Update: On December 17, 2019, the Supreme Court of Ohio handed down a merit decision in this case.  Read the analysis here.

“When was the owner on notice that he had a dangerous dog on his hands?”

Chief Justice O’Connor, to the assistant prosecutor

“So basically you are an advocate of every dog gets one bite?”

Chief Justice O’Connor, to the assistant public defender

On May 8, 2019, the Supreme Court of Ohio heard oral argument in State of Ohio v. Joseph Jones2018-0601. At issue in the case is whether a dog must be previously designated as a “dangerous dog” under R.C. 955.11 for the dog’s owner to be convicted of a misdemeanor for failure to control a “dangerous dog” under R.C. 955.22(D). Judge Cheryl L. Waite of the Seventh District Court of Appeals sat for Justice Fischer, who has recused himself from the case. Justice Donnelly was absent from oral argument, but the Chief announced that he would participate in the decision.

Case Background

On May 15, 2016, Joseph Jones (“Jones”) took his dog, an American Pit Bull named Prince Bane, for a walk. During the walk, Jones unleashed Prince Bane so that his dog could interact with a stray female dog. This stray, according to Jones, closely resembled Prince Bane but was half his size. Ashley Rushing (“Rushing”) lived in the same apartment building as Jones. Rushing also took her dog for a walk that night. Rushing and her dog, a small Chinese Crested Hairless, were on the top steps to the apartment building when Jones, Prince Bane, and the stray approached. Rushing was attacked by one of the dogs while trying to pick up her dog. Rushing’s hands were bitten, and she was pulled down in the attack. Rushing claimed that Prince Bane attacked her. Jones asserted that the stray attacked Rushing and that Rushing was confused because of the similar appearance of the two dogs. At trial, the trial court found Jones guilty of failing to confine a dangerous dog, a fourth-degree misdemeanor, in violation of R.C. 955.22(D). Jones appealed.

The Appeal

On appeal, the First District, in an opinion  authored by Judge Charles Miller and joined by Judge Dennis Deters, in which Judge Beth Myers concurred in judgment only, reversed the decision of the trial court. According to the First District, Jones was improperly charged and convicted of violating R.C. 955.22(D) because Prince Bane had not previously been designated as a “dangerous dog” under R.C. 955.11, which is a prerequisite to finding such a violation. Any other reading of the statute would violate constitutional due process rights. Jones was discharged from further prosecution. The Supreme Court accepted the case on conflict certification.

Certified Conflict

Must a dog have been previously designated as a “dangerous dog” under Chapter 955 of the Revised Code before its owner may be prosecuted for a violation of R.C. 955.22?

Certified Conflict Case

State v. Crocker, 2013-Ohio-3100 (5th Dist.) (A dog need not have been previously designated as a dangerous dog for its owner to be convicted of failure to restrain or confine a dangerous dog.)

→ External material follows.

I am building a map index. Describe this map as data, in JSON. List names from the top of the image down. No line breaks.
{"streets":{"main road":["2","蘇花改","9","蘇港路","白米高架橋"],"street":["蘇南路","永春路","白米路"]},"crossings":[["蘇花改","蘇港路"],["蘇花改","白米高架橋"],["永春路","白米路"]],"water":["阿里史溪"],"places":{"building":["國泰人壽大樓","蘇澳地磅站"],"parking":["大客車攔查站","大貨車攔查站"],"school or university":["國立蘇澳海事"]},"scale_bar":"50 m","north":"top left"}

Read the oral argument preview of the case here.

Key Statutes and Precedent

R.C. 955.11 (Dangerous Dog Defined)(A dangerous dog is one that has, without provocation, caused injury, other than killing or serious injury, to any person, killed another dog, or been the subject of a third violation under R.C. 955.22(C).)

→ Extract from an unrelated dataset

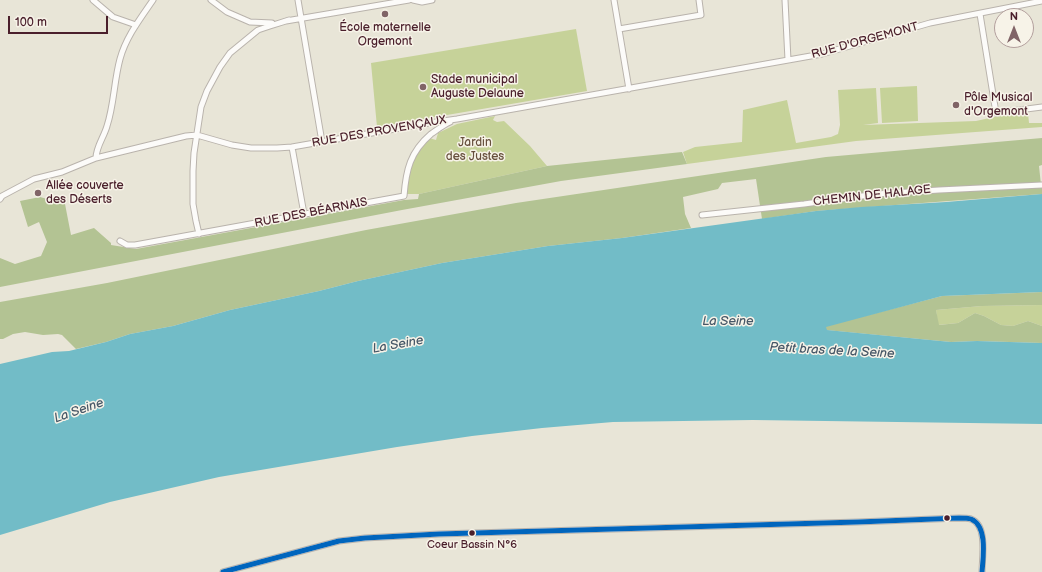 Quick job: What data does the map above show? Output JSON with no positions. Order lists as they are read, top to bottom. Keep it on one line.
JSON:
{"streets":{"street":["RUE D'ORGEMONT","RUE DES PROVENÇAUX","CHEMIN DE HALAGE","RUE DES BÉARNAIS"]},"crossings":[["RUE D'ORGEMONT","RUE DES PROVENÇAUX"],["RUE DES PROVENÇAUX","RUE DES BÉARNAIS"]],"water":["La Seine","Petit bras de la Seine"],"parks":["Jardin des Justes"],"places":["École maternelle Orgemont","Stade municipal Auguste Delaune","Pôle Musical d'Orgemont","Allée couverte des Déserts","Coeur Bassin N°6"],"scale_bar":"100 m","north":"top"} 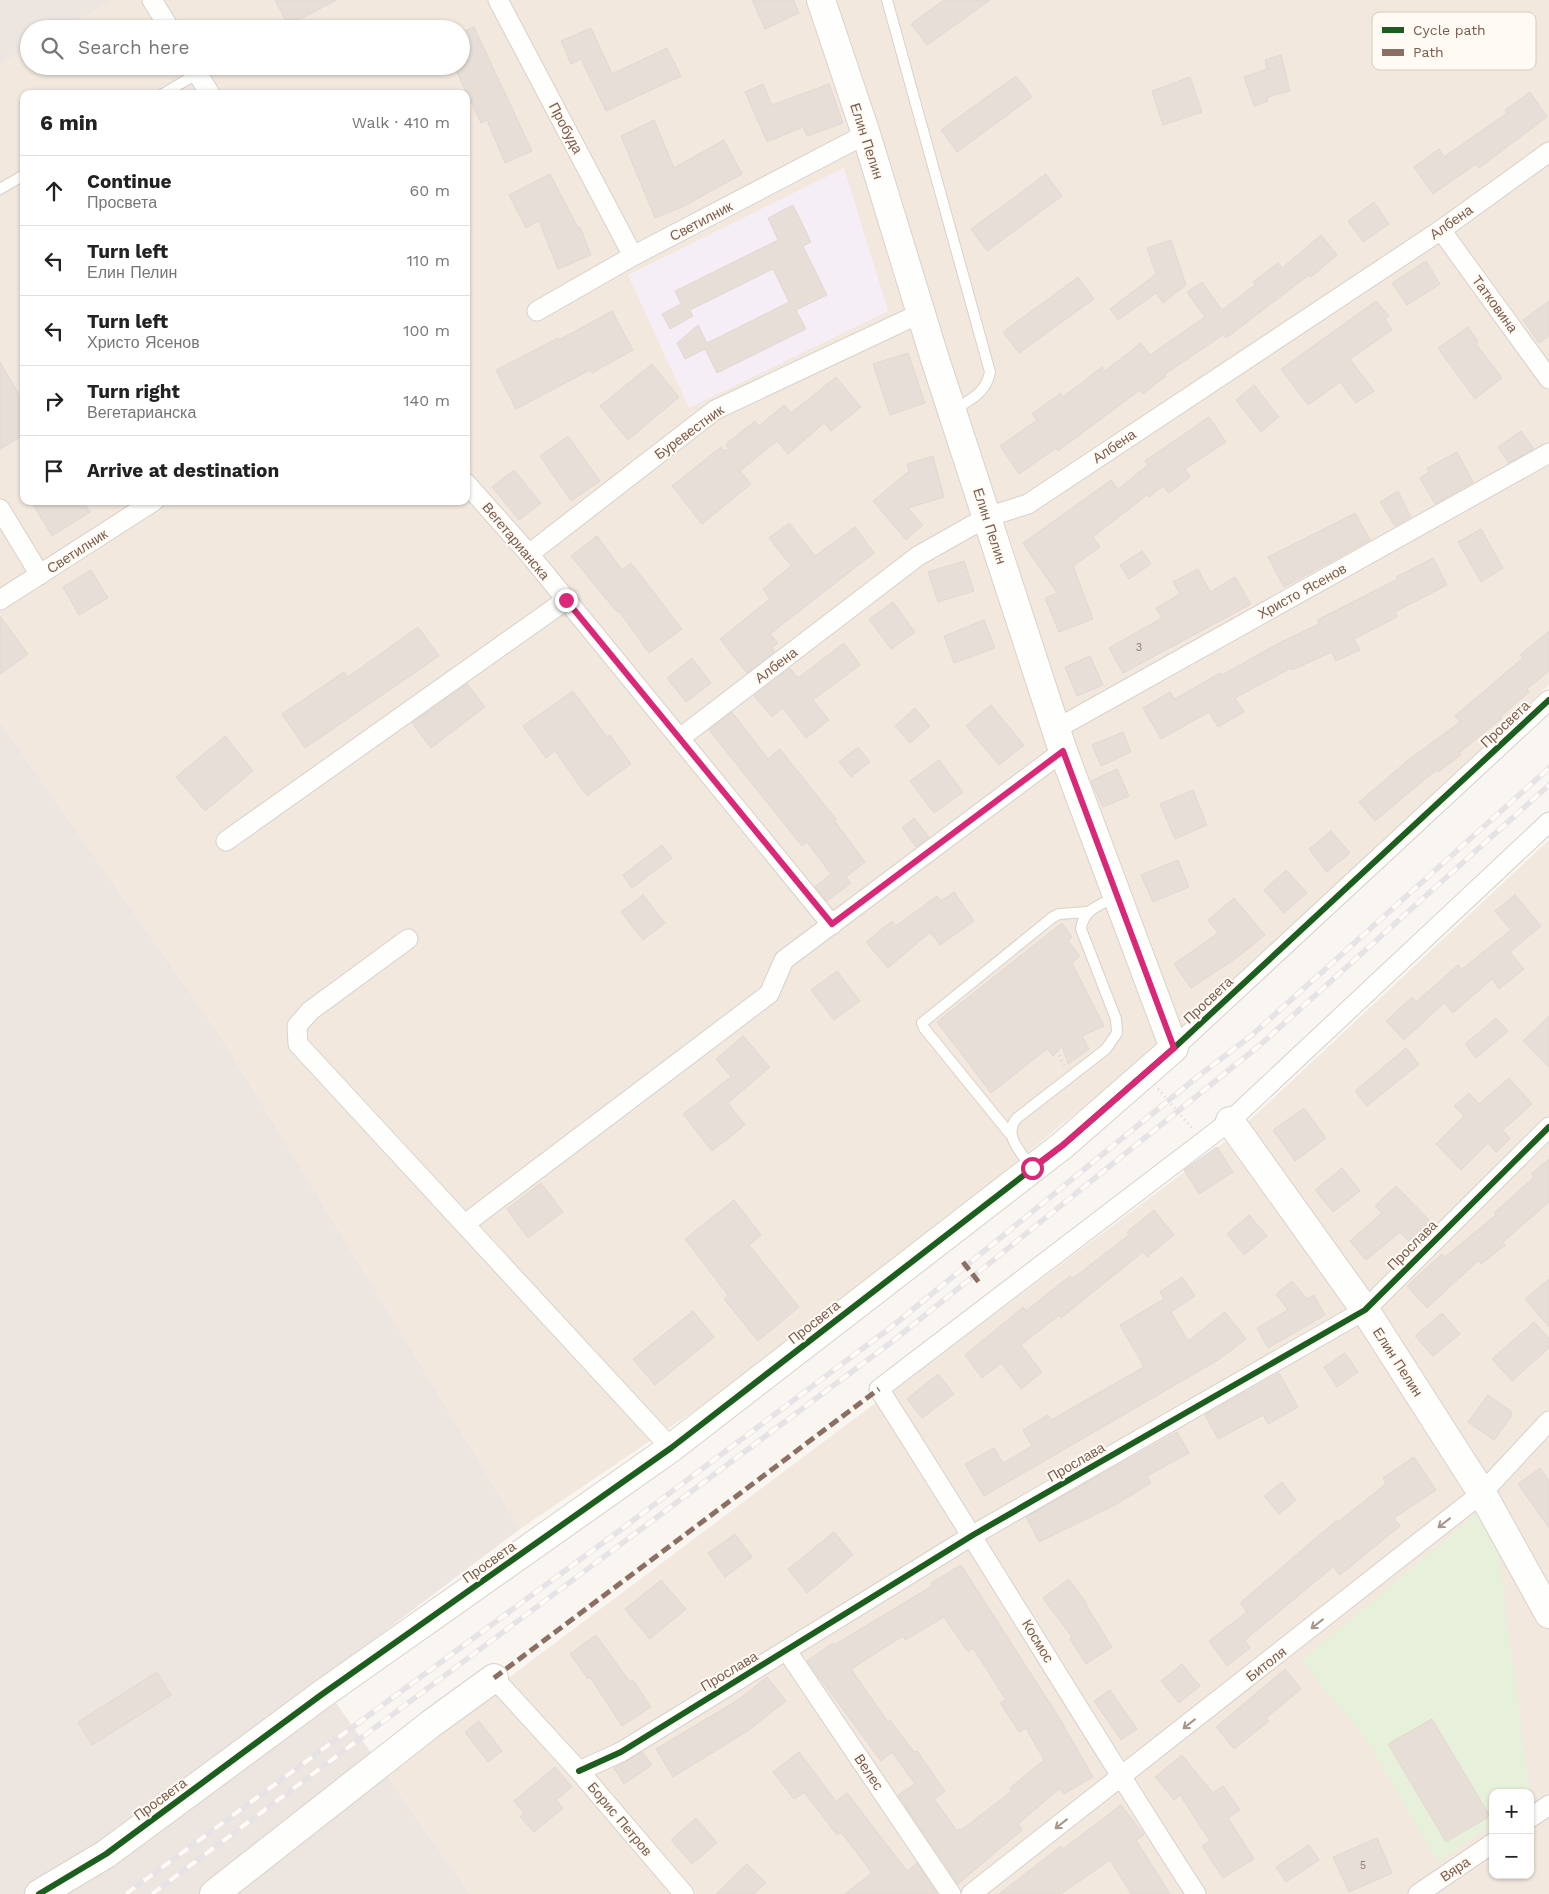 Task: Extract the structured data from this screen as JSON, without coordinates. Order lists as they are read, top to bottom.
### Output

R.C. 955.22 (Confining, restraining, debarking dogs; dangerous dog registration)

(D) Except when hunting, no owner of a dangerous dog shall fail to secure the dog in some enclosure, on a chain-link leash not more than six feet long, or keep the dog adequately restrained to prevent injury to a person.)

(E) Owner of a vicious dog must obtain liability insurance and a dog registration certificate and affix a tag with dangerous dog designation onto the dog’s collar.

R.C. 955.222 (Hearings for dog designation)

(A) The municipal court or county court that has territorial jurisdiction over the residence of the owner of a dog shall conduct any hearing concerning the designation of the dog as a nuisance dog, dangerous dog, or vicious dog.

(B)(2) A person authorized to designate a dog as dangerous shall notify the owner of the designation and the owner shall have an opportunity to appeal that designation by hearing.

Matthews v. Eldridge, 414 U.S. 319 (1976) (The court must examine whether a property or liberty interested is infringed by state action; if so, the court must weigh the risk of erroneous deprivation of the interest through the procedures used and the probable value, if any, of additional procedural safeguards. Then this must be weighed against the burdens additional protections would impose on the government.)

State v. Cowan, 2004-Ohio-4777 (Striking down prior version of R.C. 955.22 on due process grounds, for failure to give dog owner meaningful opportunity to be heard on the dog’s classification and for labeling dogs dangerous because of their breed only.)

At Oral Argument

Arguing Counsel

Christopher Liu, Senior Assistant Prosecutor, City of Cincinnati, for Appellant State of Ohio

David Hoffmann, Assistant Public Defender, Office of Hamilton County Public Defender, for Appellee Joseph Jones

State’s Argument

The answer to the certified question should be no, and the First District should be reversed. First District precedent now requires the dangerous dog designation as an element or a mandatory prerequisite to all prosecutions under R.C. 955.22. It is the state’s position that a prior designation of dangerous dog under R.C. 955.11 is not an absolute requirement to go forward under R.C. 955. 22, or an element of this offense.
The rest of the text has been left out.